We discuss recent advances in diffeomorphic image registration and related correspondence and shape matching problems. Diffeomorphic image registration is a classical, ill-posed, non-linear, non-convex, inverse problem with numerous applications in imaging sciences. It typically involves an infinite number of unknowns, which, upon discretization, results in high-dimensional, ill-conditioned systems. Image registration poses significant numerical challenges. We will showcase state-of-the-art techniques in scientific computing to tackle these challenges, highlight new theoretical developments, and discuss challenging application scenarios that require tailored formulations to obtain plausible solutions.
- Modelling and complexity issues on large deformations for shape ensembles
- Alain Trouvé (Centre de Mathématiques et Leurs Applications)
- Optimal transport for diffeomorphic registration
- François-Xavier Vialard (University Paris-Dauphine)
- A Lagrangian Framework for Fast and Flexible Diffeomorphic Image Registration
- Lars Ruthotto (Department of Mathematics and Computer Science, Emory University)
- Statistically-constrained Robust Diffeomorphic Registration
- Aristeidis Sotiras (University of Pennsylvania)

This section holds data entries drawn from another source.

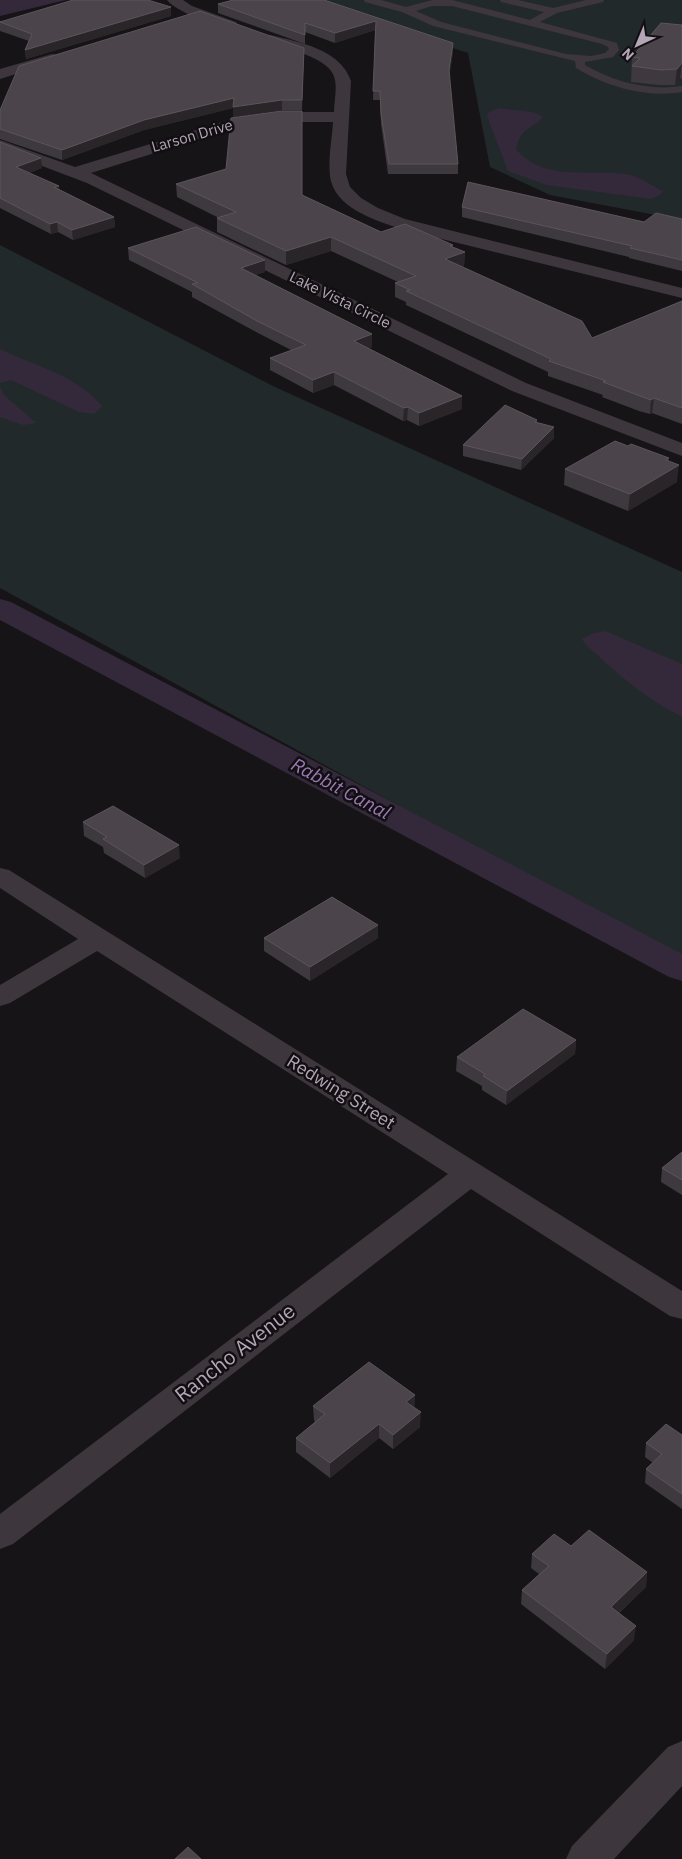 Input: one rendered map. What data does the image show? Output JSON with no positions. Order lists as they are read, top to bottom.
{
  "streets": {
    "street": [
      "Larson Drive",
      "Lake Vista Circle",
      "Redwing Street",
      "Rancho Avenue"
    ]
  },
  "crossings": [
    ["Larson Drive", "Lake Vista Circle"],
    ["Redwing Street", "Rancho Avenue"]
  ],
  "water": ["Rabbit Canal"],
  "north": "bottom left"
}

- Non-parametric registration of medical image data using Schatten-q-Norms
- Kai Brehmer (Institute of Mathematics and Image Computing, University of Lübeck)
- Machine Learning Approaches for Deformable Image Registration
- Marc Niethammer (University of North Carolina at Chapel Hill)
- GPU Based Geodesics of Image Time Series
- Benjamin Berkels (RWTH Aachen University)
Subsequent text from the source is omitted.